### RECORDS FOR THE EXERCISE
+ + +

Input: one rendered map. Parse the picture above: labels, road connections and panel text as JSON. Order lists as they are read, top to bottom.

+ + +

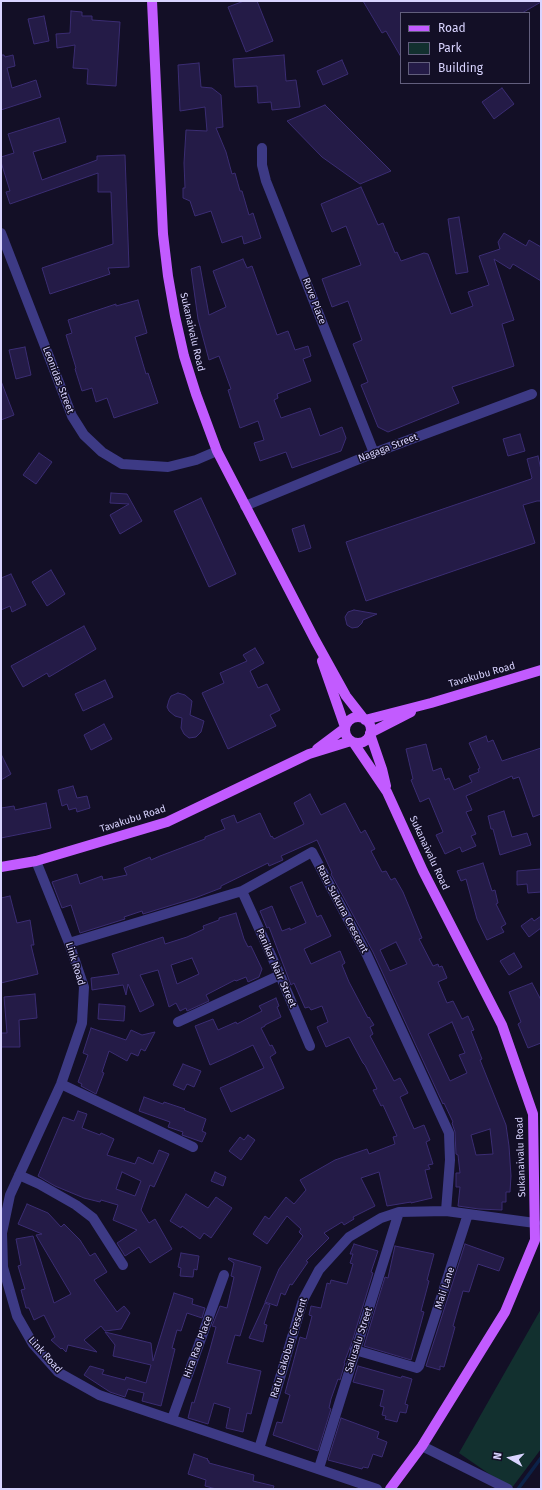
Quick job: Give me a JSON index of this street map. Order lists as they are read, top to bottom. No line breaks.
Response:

+ + +

### WORK INSTRUCTION
Check each line of the listing for "lists". Show those that have it.

### ANSWER FOR THE TASK
Input: one rendered map. Parse the picture above: labels, road connections and panel text as JSON. Order lists as they are read, top to bottom.
Quick job: Give me a JSON index of this street map. Order lists as they are read, top to bottom. No line breaks.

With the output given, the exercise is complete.